All the crap we have been taught by the society is a lie. You should say sorry You should respect women Never make a women unhappy Be kind to girls
Well those innocent girls probably banged more than a beta did in years!
Lies! Lise! Lies!
peacemakerzzz 5y ago
Take caution, OP. This knowledge may allow yourself to feel hatred for women. They are simply to be appreciated for who they are, and what they are capable of. Playing our cards right is what allows us to have the upper hand. They are still wonderful creatures. With great knowledge, comes great responsibility.
swimminginblue 5y ago
Exactly, I feel no hate. I cannot hate a dog for barking, that’s it nature. It’s the opposite actually now, I love them even more now that I understand them.
Wasted_Awareness 5y ago
This. It's why the RP should be swallowed with a good dose of stoicism, because rather than feeling anger towards how things are you should learn how to accept it, adapt to it and take advantage to it. Also I feel like one can't really "blame" women in any of this because they also just happen to believe what they have been told by society, just like BP's. It's sad to see these incels that just give up and blame women for their own problems.
icepickjones 5y ago
The only real lesson this sub should be to take care of yourself.
When you start tying all your worth up in another person, you are stupid.

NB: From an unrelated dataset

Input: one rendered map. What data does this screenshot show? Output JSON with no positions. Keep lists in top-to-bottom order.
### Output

When you define yourself by the person you are with then you lose.
You need to focus on you. Be the best you possible, that's all you can control, you can't control other people.

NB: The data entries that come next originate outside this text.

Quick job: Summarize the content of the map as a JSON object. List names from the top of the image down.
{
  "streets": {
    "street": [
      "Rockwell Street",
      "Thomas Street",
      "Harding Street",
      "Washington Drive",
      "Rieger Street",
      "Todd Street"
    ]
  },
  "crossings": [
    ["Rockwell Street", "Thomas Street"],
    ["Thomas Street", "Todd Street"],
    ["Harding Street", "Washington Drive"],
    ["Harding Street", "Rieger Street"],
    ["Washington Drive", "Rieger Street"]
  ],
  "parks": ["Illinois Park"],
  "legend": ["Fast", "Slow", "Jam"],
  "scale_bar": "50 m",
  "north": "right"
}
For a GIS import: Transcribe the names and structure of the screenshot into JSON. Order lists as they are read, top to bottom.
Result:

So work out, get right, keep it centered. You want to go have fun, go have fun. And so will the women you date. They want to have fun, and they might decide having fun is being with you. Or they might not. The point is that what they think isn't up to you. You can move on and they can move on. You can bail whenever you want, but if they think the same thing it's not her being a bitch or something.

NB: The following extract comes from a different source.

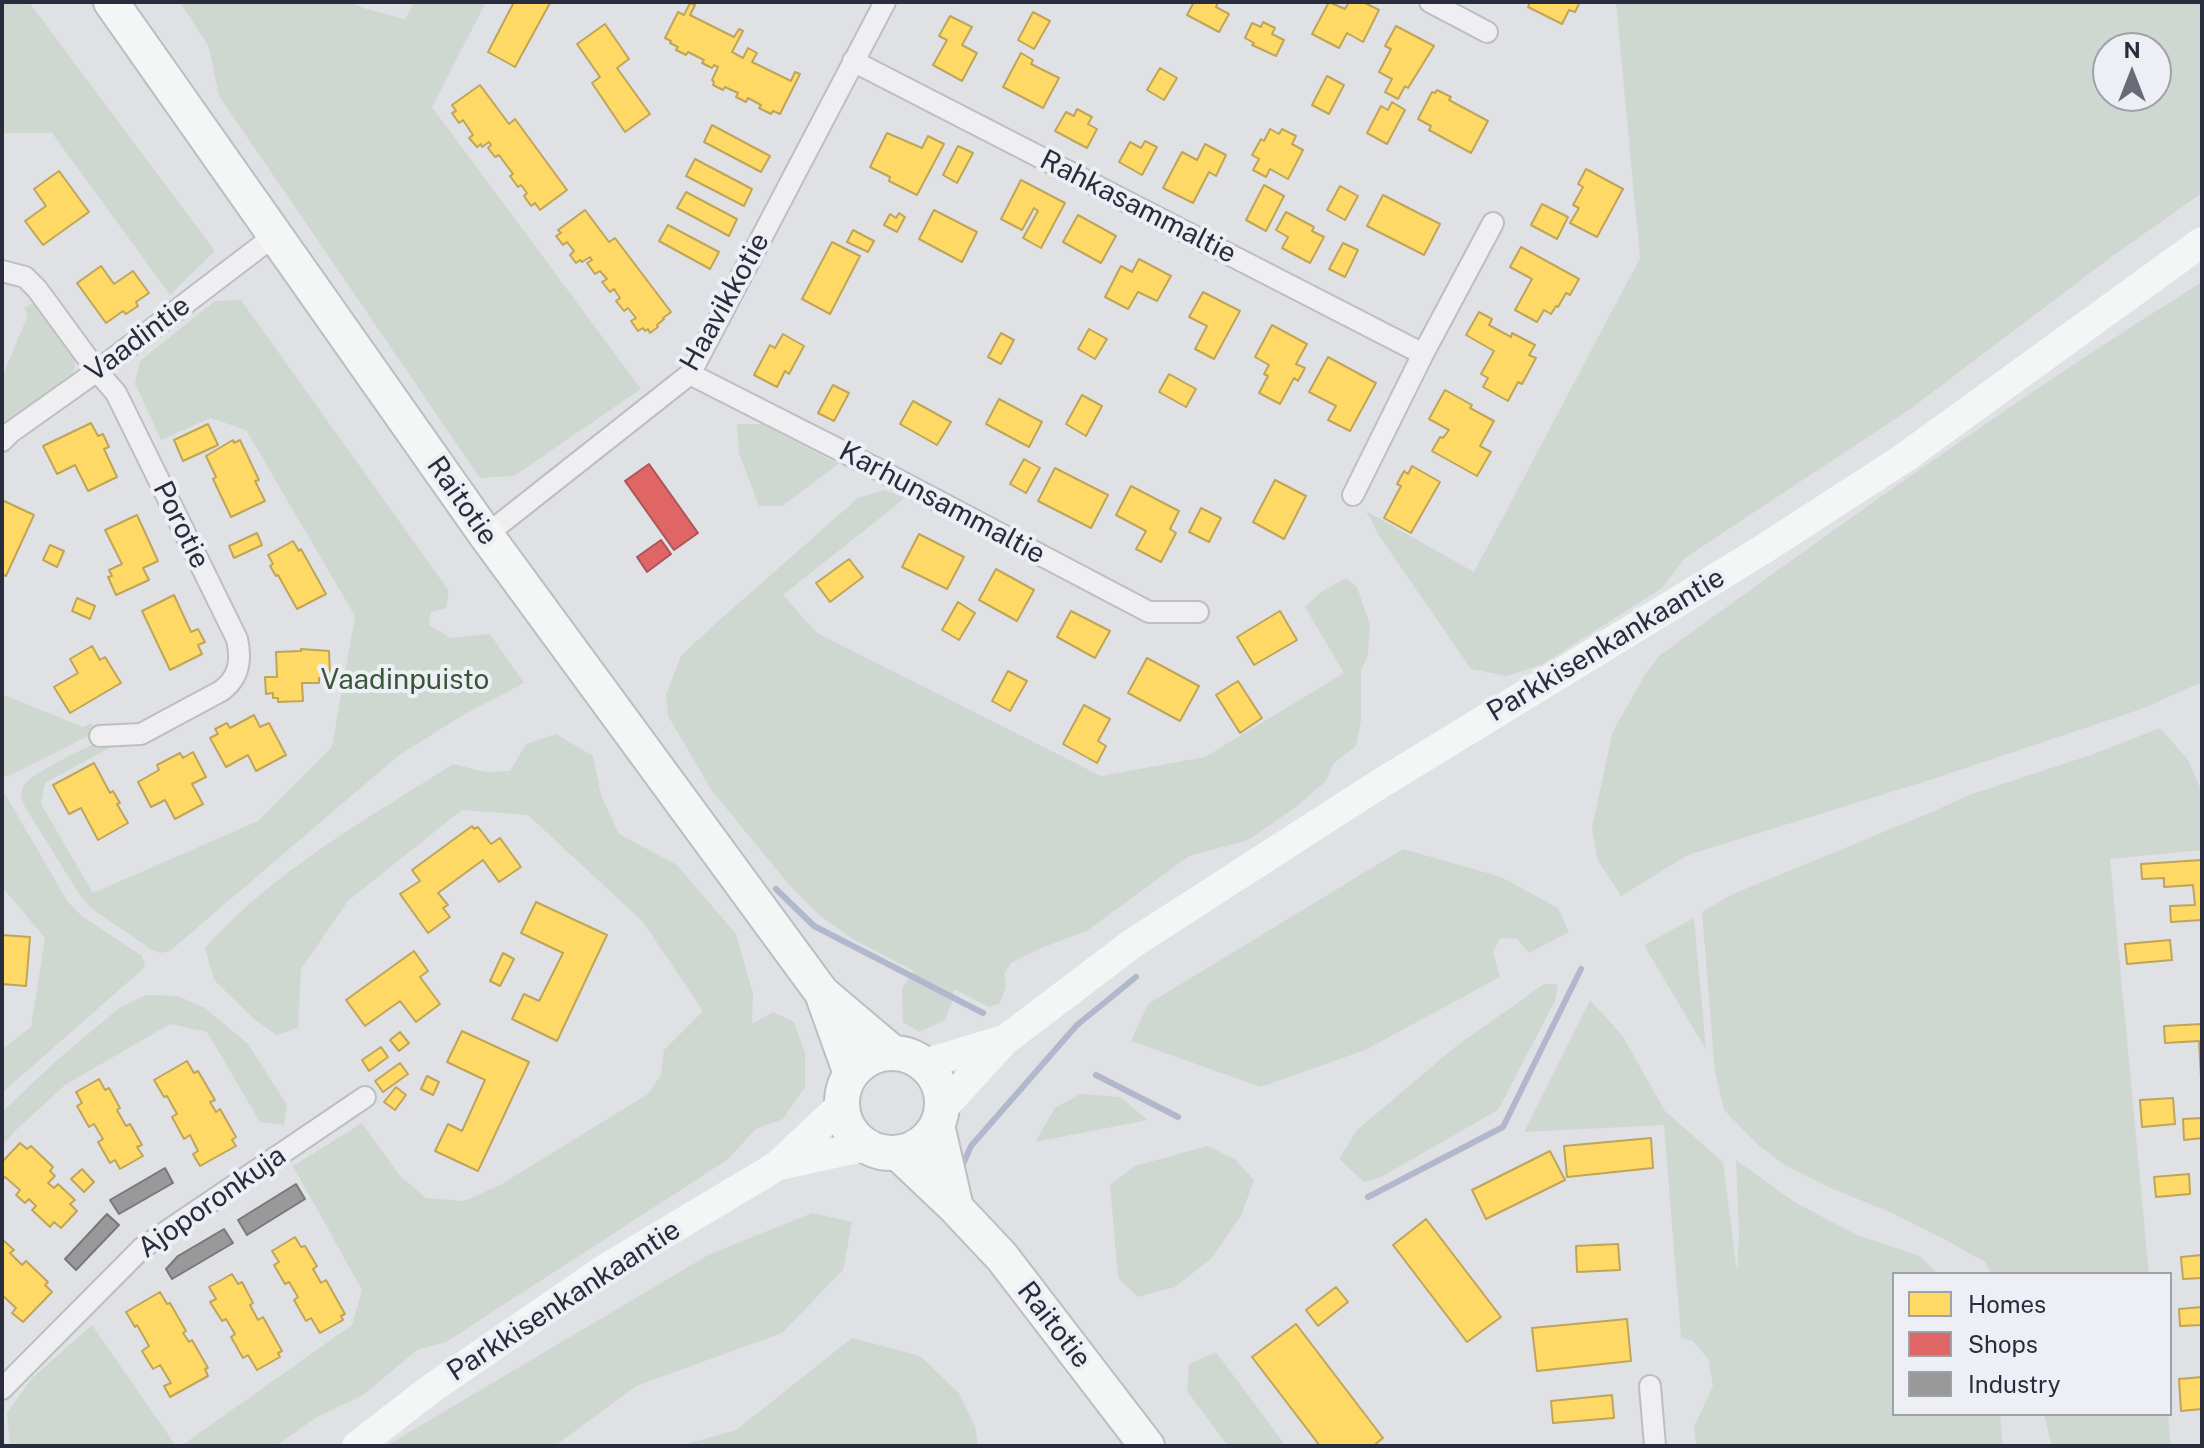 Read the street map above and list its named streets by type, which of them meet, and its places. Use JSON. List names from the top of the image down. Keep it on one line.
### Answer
{"streets":{"main road":["Raitotie"],"street":["Rahkasammaltie","Haavikkotie","Vaadintie","Karhunsammaltie","Porotie","Parkkisenkankaantie","Ajoporonkuja"]},"crossings":[["Rahkasammaltie","Haavikkotie"],["Haavikkotie","Raitotie"],["Haavikkotie","Karhunsammaltie"],["Vaadintie","Raitotie"],["Vaadintie","Porotie"],["Raitotie","Parkkisenkankaantie"]],"parks":["Vaadinpuisto"],"legend":["Homes","Shops","Industry"],"north":"top"}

This isn't directed at your post because it's pretty chill and you are right, no one should be coming at this with anger. Just don't be a push over. Have self respect. I see some women hating shit on here some times and It's like guys, it's about making yourself better, not shitting on another human and just remasking your inadequacies in a different form.
peacemakerzzz 5y ago
When I meant 'playing cards', I was sure of myself I was referring to the dating game and how we can further optimize it to our liking. Cheers
fblackstone 5y ago
You need to forget about what you know. That is your problem.
-Tyler Durden
TheVikingPrince 5y ago
Youve acknowledged it, now do something about it.
Flesh_Pillow5 5y ago
For new guys with rage and self pity. I recommend alil Tom Leykis.
EvigSoeger 5y ago
What you do on the blue pill is dig yourself deeper into a hole. What you do on the red pill is climb out, fill the hole (giggity) and build yourself a nice house instead.
coffeeboonen 5y ago
My only regret is not having found this place earlier. The red pill community would have been very useful 3-5 years ago when I was making blue pill mistakes left and right. Shit, It would have been very effective to have had this digital mentor from puberty onward. I can look back to age 12 and see numerous occasions where I was sucked into the blue pilled lifestyle and this continued through my teen years up into my until years. It was only when I finally hit 'rock-bottom' ,as the alcoholics call it, when I started to question my motivations, logic, and everyday habits that had plagued me and resulted in the negative outcomes I had grown accustomed to.
zachpw 5y ago
Blue pill is the equivalent of killing evolution, without self improvement, nothing can advance and move forward. This is the detriment of the blue pill on the most basic level.
dumbkidaccount 5y ago
Fuck society man
Fuck you and go lift
Neutral_User_Name 5y ago
Amem-Amen-Amen brother. Come let's have a hug in honour of our shared awakening. Everything is so clear now.
[deleted] 5y ago
It is fucking worth it man we gonna pull ourselves out of this shit with our golden shovels fuauauauaua
ianselfmade 5y ago
The comments guys! I don't know if i should even say this but it's unexplainably empowering. I don't know why, but it is.
OmegaMan2 5y ago
There is another thread on this site about hitting the gym and lifting as if your life depended on it.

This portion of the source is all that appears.